An IS budget-to-revenue ratio may decline over time if revenue increases at a rate higher
than the rate of increase - or decrease - in IT spending. For the case study in Figure 4,
enterprise depreciation and amortization is 20 percent of the IS budget. This figure can be
as high as 50 percent for newly implemented enterprises. A primary reason for higher
spending after implementation is a centralized IT infrastructure and spending around
package implementations.
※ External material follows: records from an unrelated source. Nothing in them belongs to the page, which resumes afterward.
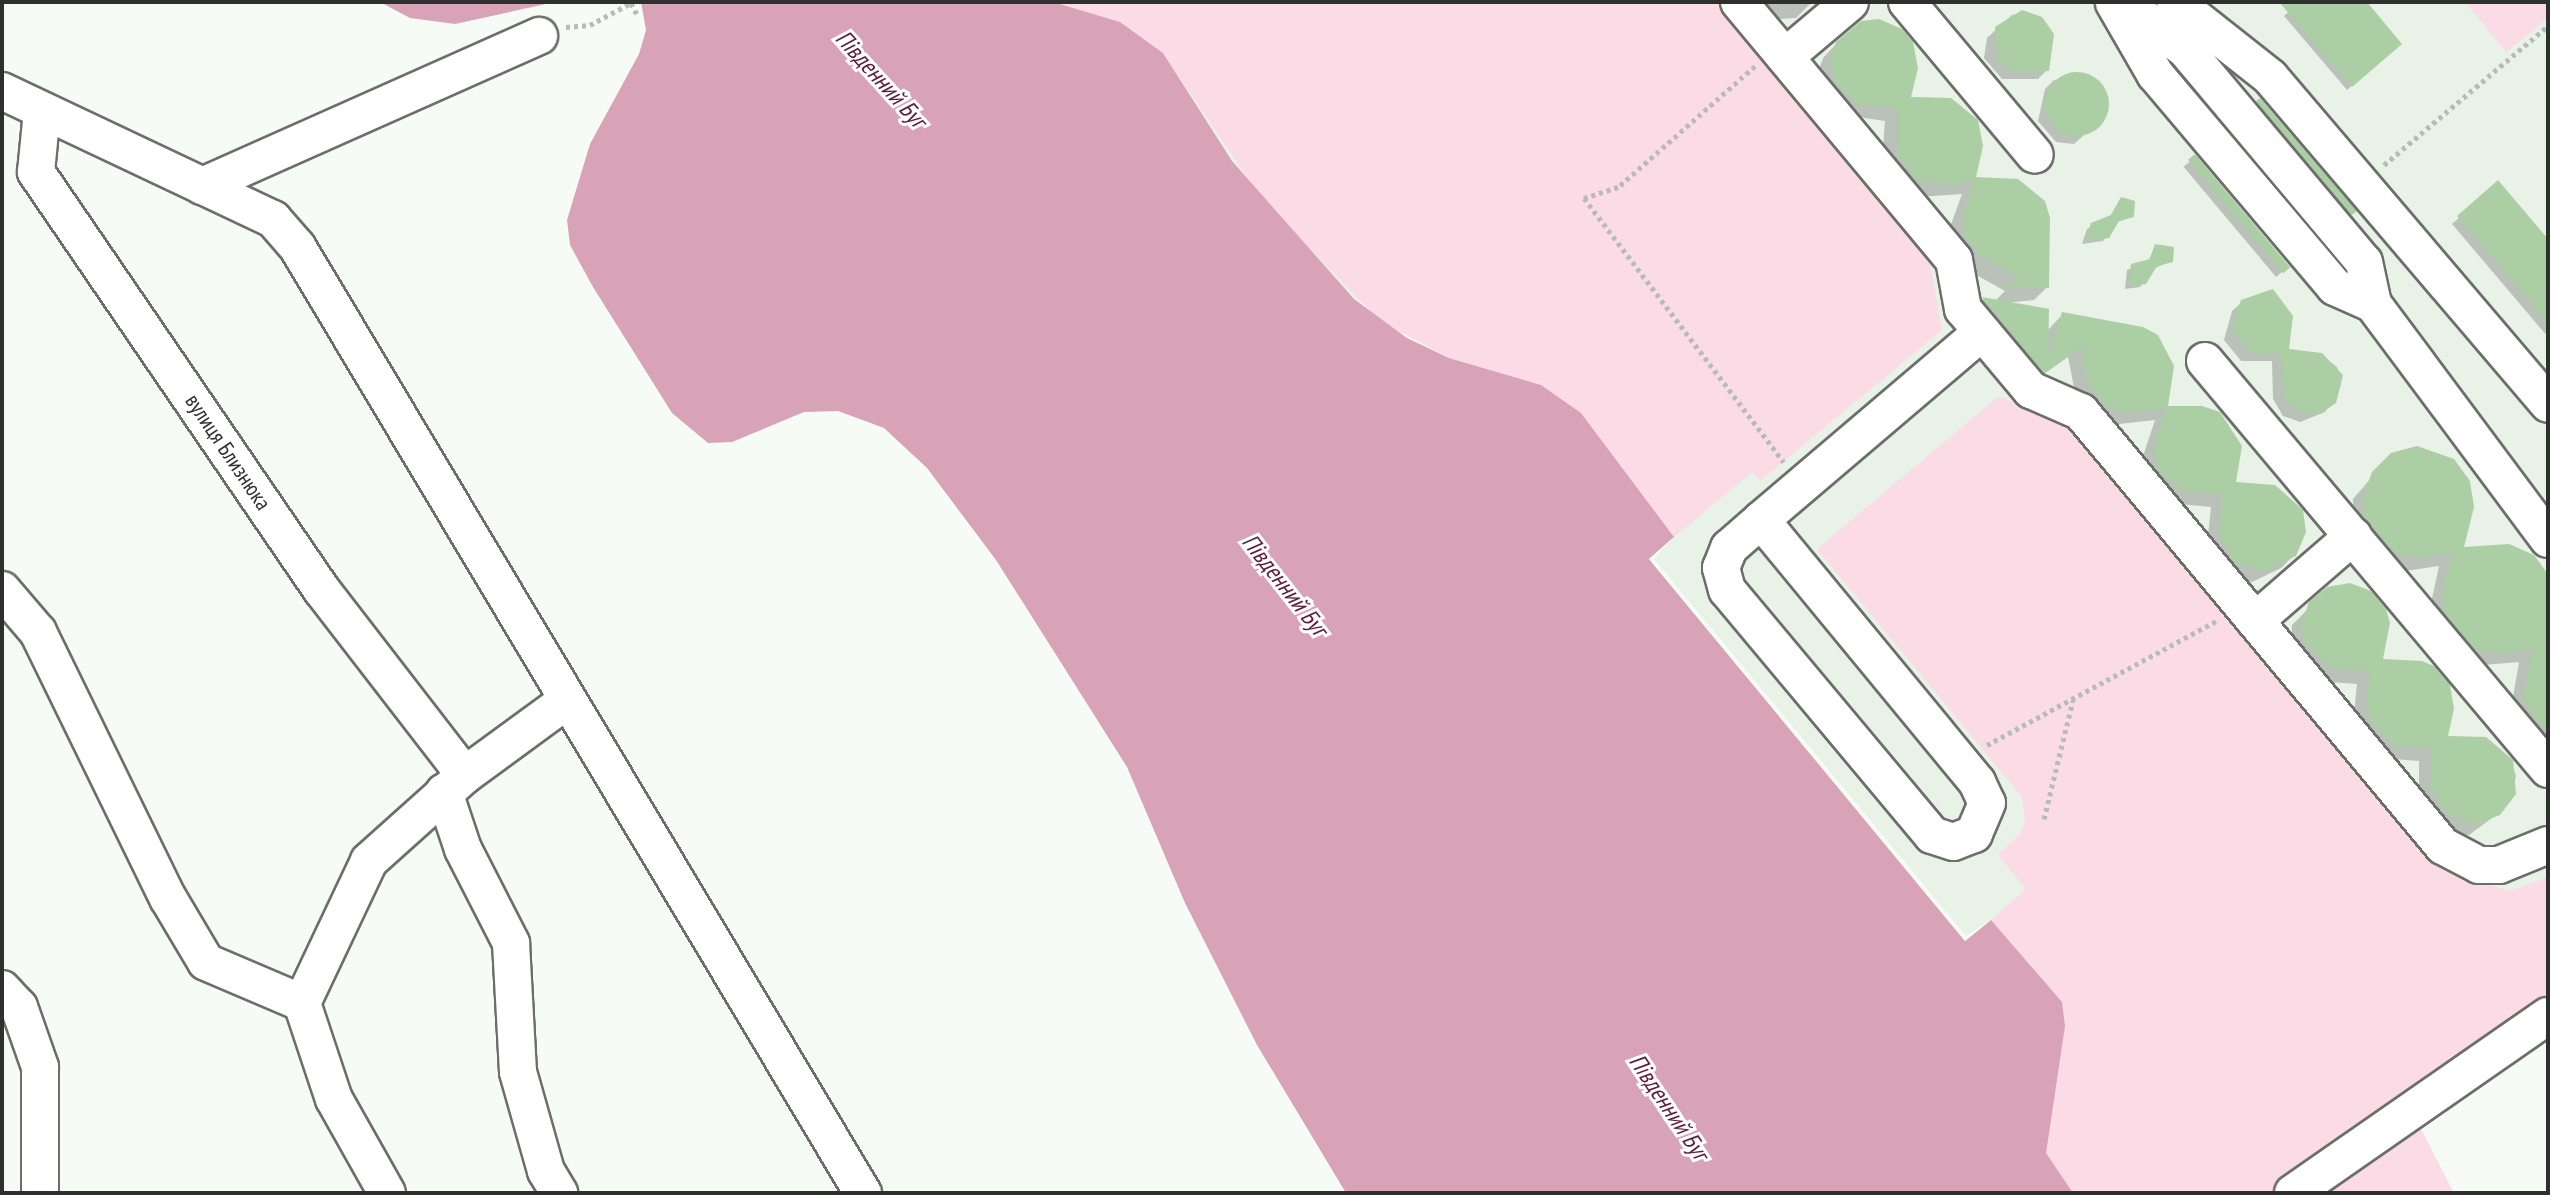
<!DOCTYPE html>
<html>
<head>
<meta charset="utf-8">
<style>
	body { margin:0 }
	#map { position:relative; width:2550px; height:1195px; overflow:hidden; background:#f7fbf6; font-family:"PT Sans Narrow",sans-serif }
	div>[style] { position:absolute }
	.built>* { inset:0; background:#e8f2e6 }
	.green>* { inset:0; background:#fadbe6 }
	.water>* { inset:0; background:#d9a3b7 }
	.pier>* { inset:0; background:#f7fbf6 }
	.shadow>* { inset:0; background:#0003; transform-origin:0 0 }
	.building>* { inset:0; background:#accea4; transform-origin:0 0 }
	.round { border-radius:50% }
	.path>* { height:5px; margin-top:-2.5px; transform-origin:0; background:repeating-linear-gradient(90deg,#b8bbb7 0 4px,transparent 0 8px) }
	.roads { filter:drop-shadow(2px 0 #6b6f6a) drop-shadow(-2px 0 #6b6f6a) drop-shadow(0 2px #6b6f6a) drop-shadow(0 -2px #6b6f6a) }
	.minor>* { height:36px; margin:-18px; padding:0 18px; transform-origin:18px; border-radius:18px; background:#fff }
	span { translate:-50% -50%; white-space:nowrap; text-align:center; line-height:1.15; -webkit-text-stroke:6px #fff; paint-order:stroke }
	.street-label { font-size:22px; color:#2e302e }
	.water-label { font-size:24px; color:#5d1d3b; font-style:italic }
	.frame { position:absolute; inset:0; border:4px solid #2e302e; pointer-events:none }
</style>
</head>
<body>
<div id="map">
	<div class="built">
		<div style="clip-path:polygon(1053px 2px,2548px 2px,2548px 886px,2073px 1193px,2062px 1048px,1965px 941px,1649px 559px,1581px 413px,1354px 299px,1264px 202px)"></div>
	</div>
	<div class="green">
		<div style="clip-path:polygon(1053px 2px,1731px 2px,1925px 235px,1942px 330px,1760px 481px,1752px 472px,1674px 537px,1581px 413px,1541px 385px,1449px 358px,1380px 321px,1264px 202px,1163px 53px,1120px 22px)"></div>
		<div style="clip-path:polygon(2465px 2px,2548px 2px,2548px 18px,2506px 52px)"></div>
		<div style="clip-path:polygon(1999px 396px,2090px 434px,2471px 879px,2510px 891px,2548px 877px,2548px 1001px,2275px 1193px,2073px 1193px,2057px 1174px,2046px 1153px,2046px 1136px,2065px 1026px,2062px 1002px,1991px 920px,2026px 889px,1998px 855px,2020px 834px,2025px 822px,2022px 797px,1817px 549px)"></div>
		<div style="clip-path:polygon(2421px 1129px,2454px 1193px,2325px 1193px)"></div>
	</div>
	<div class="water">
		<div style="clip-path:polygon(380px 2px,555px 2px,455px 24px,410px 18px)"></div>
		<div style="clip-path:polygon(641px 2px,1053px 2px,1120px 22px,1163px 53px,1232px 161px,1354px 299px,1407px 338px,1449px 358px,1541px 385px,1581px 413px,1674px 537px,1649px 559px,1965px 941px,1991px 920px,2062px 1002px,2065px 1026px,2046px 1153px,2073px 1193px,1346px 1193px,1257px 1045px,1185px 903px,1127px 767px,996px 560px,927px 468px,884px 428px,838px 411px,804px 412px,732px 442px,708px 443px,672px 413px,593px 287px,570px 245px,567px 220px,590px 144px,639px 54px,646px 30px)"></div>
	</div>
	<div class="pier">
		<div style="clip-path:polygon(1674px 537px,1654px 559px,1966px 936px,1991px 920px,1965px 941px,1649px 559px)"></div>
	</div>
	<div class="shadow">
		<div style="clip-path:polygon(1742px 2px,1812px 2px,1796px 18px,1763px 20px)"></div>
		<div style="clip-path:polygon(2300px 2px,2364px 2px,2400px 44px,2347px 90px,2284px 16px)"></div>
		<div style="clip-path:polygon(2032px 14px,2047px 70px,2038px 79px,2002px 79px,1984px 58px,1987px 38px,2012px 15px)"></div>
		<div style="clip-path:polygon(1837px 43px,1909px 99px,1974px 179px,2047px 287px,2034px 300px,2005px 303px,2047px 331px,2063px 314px,2165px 408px,2202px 408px,2233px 484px,2294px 555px,2281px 568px,2250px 583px,2221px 573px,2207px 546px,2211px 507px,2169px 503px,2141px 462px,2155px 420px,2110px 425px,2076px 397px,2068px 357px,2030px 384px,1971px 311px,1983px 299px,1995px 301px,2005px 291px,1964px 268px,1952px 249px,1950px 227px,1962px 194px,1918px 197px,1882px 161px,1885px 121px,1838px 114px,1817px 76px,1823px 58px)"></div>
		<div style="clip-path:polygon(2086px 77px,2102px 89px,2105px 116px,2074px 144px,2056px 142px,2038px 121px,2045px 89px,2054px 80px)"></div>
		<div style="left:2260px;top:101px;width:145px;height:11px;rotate:49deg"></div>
		<div style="left:2195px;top:157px;width:144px;height:15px;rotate:50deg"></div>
		<div style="clip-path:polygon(2498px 183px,2548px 242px,2548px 337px,2452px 224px)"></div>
		<div style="clip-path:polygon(2121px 199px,2132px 216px,2115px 223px,2103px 241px,2082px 244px,2087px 229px,2109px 218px)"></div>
		<div style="clip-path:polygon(2155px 246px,2171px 261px,2153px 269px,2140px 287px,2125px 289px,2127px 270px,2148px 262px)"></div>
		<div style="clip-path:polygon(2242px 302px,2286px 350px,2321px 355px,2337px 367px,2341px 385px,2325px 412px,2300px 422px,2283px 416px,2273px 399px,2272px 361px,2241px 361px,2224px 340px,2232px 311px)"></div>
		<div style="clip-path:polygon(2378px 470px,2462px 550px,2548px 585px,2548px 760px,2511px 709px,2519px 662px,2471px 666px,2430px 608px,2439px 566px,2405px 571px,2380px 565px,2353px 534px,2353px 499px)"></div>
		<div style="clip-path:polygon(2306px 611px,2381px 661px,2446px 738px,2511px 761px,2516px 776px,2510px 801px,2496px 815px,2469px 835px,2437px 831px,2419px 808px,2419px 761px,2381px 758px,2353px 724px,2357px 684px,2316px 681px,2291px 655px,2292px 625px)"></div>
	</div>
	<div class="building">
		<div style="clip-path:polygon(2279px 2px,2367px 2px,2402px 44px,2352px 87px)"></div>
		<div style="clip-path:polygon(2022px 10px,2042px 17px,2054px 34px,2049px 71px,2012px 71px,1997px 59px,1995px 27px)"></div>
		<div style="clip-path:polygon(1879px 19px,1902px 29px,1913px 42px,1918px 68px,1911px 97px,1951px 98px,1978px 120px,1983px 146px,1976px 177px,2018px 179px,2045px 201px,2050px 218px,2049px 288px,2005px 288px,2018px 277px,1978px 255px,1964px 235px,1963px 211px,1974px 181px,1941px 185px,1916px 179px,1897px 155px,1898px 108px,1859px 105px,1835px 84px,1830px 61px,1836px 42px,1861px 21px)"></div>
		<div class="round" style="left:2045px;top:72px;width:64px;height:64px"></div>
		<div style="clip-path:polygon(2260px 98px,2357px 211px,2352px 215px,2256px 101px)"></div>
		<div style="left:2195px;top:154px;width:148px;height:9px;rotate:50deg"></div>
		<div style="clip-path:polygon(2498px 180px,2548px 239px,2548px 323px,2457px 216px)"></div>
		<div style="clip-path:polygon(2121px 197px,2135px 201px,2134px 217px,2119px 221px,2109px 238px,2085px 242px,2091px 223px,2111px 215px)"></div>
		<div style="clip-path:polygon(2155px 244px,2174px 247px,2173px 262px,2157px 266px,2146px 284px,2128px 286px,2131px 264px,2150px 259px)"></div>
		<div style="clip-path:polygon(2273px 289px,2293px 316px,2289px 349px,2322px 353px,2343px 375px,2336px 403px,2320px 414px,2300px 412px,2285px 400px,2280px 353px,2251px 353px,2231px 330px,2241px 300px)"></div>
		<div style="clip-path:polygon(1982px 297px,2049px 309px,2048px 357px,2062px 312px,2143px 327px,2158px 335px,2174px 366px,2168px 406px,2202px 406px,2220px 412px,2242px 446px,2236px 482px,2275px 485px,2303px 510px,2306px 532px,2296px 556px,2265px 571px,2234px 561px,2219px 533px,2223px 494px,2183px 491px,2159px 470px,2153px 448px,2166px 408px,2124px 413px,2101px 403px,2088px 383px,2081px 346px,2044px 373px)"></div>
		<div style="clip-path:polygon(2417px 446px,2454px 459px,2470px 481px,2474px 507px,2464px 547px,2509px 544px,2534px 555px,2548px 574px,2548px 734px,2523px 702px,2532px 649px,2499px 654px,2474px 648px,2445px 614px,2443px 593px,2451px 553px,2420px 558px,2394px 552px,2366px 519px,2363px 497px,2372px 472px,2391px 453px)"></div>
		<div style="clip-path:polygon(2350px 583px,2371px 591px,2386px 609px,2390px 623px,2383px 659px,2422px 661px,2434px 666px,2450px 685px,2454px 709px,2448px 736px,2486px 737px,2513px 760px,2516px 794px,2500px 815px,2476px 824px,2445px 813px,2430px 786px,2432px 748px,2395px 745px,2371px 724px,2366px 701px,2370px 671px,2330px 668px,2307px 647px,2301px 625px,2309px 602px,2327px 587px)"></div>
	</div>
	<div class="path">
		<div style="left:631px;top:3px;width:15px;rotate:62deg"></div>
		<div style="left:566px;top:27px;width:24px;rotate:-5deg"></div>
		<div style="left:590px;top:25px;width:47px;rotate:-28.2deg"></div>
		<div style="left:1755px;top:66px;width:183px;rotate:138.5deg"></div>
		<div style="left:1618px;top:187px;width:36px;rotate:162deg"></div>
		<div style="left:1584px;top:198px;width:331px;rotate:52.9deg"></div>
		<div style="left:2384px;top:165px;width:215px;rotate:-40.3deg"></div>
		<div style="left:1987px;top:745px;width:263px;rotate:-28.4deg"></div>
		<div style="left:2044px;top:819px;width:122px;rotate:-76.3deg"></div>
	</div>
	<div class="roads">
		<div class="minor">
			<div style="left:1739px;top:2px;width:336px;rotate:50.2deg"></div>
			<div style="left:1954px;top:260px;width:50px;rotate:79.6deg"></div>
			<div style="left:1963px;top:309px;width:106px;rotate:50deg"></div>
			<div style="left:2031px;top:390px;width:55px;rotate:23.7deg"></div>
			<div style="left:2081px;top:412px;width:565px;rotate:50.17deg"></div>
			<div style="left:2443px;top:846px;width:41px;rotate:27.8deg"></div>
			<div style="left:2479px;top:865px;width:20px"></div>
			<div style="left:2499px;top:865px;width:53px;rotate:-22.2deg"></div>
			<div style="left:1907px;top:2px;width:199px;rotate:50.1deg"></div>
			<div style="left:2123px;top:2px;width:78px;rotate:37.2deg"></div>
			<div style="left:2185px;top:49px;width:278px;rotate:50deg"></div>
			<div style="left:2364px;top:262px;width:43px;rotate:77.9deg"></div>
			<div style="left:2373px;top:304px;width:293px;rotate:53.3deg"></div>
			<div style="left:2175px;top:2px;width:121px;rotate:38.3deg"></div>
			<div style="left:2270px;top:77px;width:429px;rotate:49.6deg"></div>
			<div style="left:2114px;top:3px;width:82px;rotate:60deg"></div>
			<div style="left:2155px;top:74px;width:279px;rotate:49.8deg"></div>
			<div style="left:2335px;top:287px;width:42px;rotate:24.1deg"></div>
			<div style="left:1785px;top:57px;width:85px;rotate:-40.2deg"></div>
			<div style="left:2px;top:91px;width:300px;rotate:25.3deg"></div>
			<div style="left:273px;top:219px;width:38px;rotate:49deg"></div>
			<div style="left:298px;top:248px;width:1101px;rotate:59.13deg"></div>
			<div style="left:42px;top:111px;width:61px;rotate:95.6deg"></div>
			<div style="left:36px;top:172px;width:505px;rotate:55.65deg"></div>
			<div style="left:321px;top:589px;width:235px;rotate:52.3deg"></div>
			<div style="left:202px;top:186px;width:369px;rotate:-24deg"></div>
			<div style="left:2205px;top:361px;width:533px;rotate:49.95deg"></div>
			<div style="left:1761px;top:520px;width:340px;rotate:50.5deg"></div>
			<div style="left:1977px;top:782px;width:23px;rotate:65deg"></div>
			<div style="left:1987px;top:803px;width:34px;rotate:113deg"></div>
			<div style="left:1974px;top:834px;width:22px;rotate:159deg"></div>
			<div style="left:1953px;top:842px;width:22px;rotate:-162deg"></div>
			<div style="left:1932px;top:835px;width:319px;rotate:-129.9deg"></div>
			<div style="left:1727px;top:590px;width:23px;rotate:-105deg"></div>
			<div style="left:1721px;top:568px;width:22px;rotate:-68deg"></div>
			<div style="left:1729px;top:548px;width:43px;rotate:-41.2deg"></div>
			<div style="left:1761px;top:520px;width:290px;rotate:-40.4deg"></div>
			<div style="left:2px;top:590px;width:55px;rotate:49.4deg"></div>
			<div style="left:38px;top:632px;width:296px;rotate:64deg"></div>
			<div style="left:168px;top:898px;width:74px;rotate:59.3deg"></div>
			<div style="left:206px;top:962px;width:104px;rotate:23.1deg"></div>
			<div style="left:302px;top:1003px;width:101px;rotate:71.6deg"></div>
			<div style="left:334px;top:1099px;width:108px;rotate:60.6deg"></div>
			<div style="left:2255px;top:621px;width:130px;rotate:-40.9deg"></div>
			<div style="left:444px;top:792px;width:60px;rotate:71.6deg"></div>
			<div style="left:463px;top:849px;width:106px;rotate:62.9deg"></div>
			<div style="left:511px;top:943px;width:129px;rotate:86.9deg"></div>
			<div style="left:518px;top:1072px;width:103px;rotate:74.2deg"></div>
			<div style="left:546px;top:1171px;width:26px;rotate:59deg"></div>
			<div style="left:2px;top:989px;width:25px;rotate:47deg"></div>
			<div style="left:19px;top:1007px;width:64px;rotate:70.7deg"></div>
			<div style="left:40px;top:1067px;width:126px;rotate:90deg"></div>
			<div style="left:302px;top:1003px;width:157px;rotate:-64.7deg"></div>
			<div style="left:369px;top:861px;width:129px;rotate:-41.9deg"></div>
			<div style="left:465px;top:775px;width:125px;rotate:-36.2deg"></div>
			<div style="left:2293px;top:1193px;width:310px;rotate:-34.8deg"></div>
		</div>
	</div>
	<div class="street-label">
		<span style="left:228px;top:452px;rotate:56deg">вулиця Близнюка</span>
	</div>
	<div class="water-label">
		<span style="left:881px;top:79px;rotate:48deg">Південний Буг</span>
		<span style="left:1285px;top:585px;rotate:52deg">Південний Буг</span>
		<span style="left:1669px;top:1107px;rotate:56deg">Південний Буг</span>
	</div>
	<div class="frame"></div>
</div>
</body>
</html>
For a typical enterprise, a major implementation will consume 25
percent to 35 percent of the IS budget for a two-year implementation, whereas problem
implementations reflect a total IS budget that is 300 percent of industry norms.
Ultimately, many issues should be considered when establishing budget best practices that
drive effective and efficient IT planning, acquisition and deployment. Using application
portfolio analysis as a framework for cost and activity consolidation will help to prevent
extremes in harvesting synergies. Furthermore, anticipating staffing levels, especially the
effect of ESPs, is extremely important. ESPs will assume an ever-larger portion of the work,
and outsourcing in the form of major enterprise packages will have a tremendous impact on
IS budgets, as well. In addition, it is crucial that the business units be included in the
decision-making process. Thus, IT spending must be aligned with overall enterprise goals.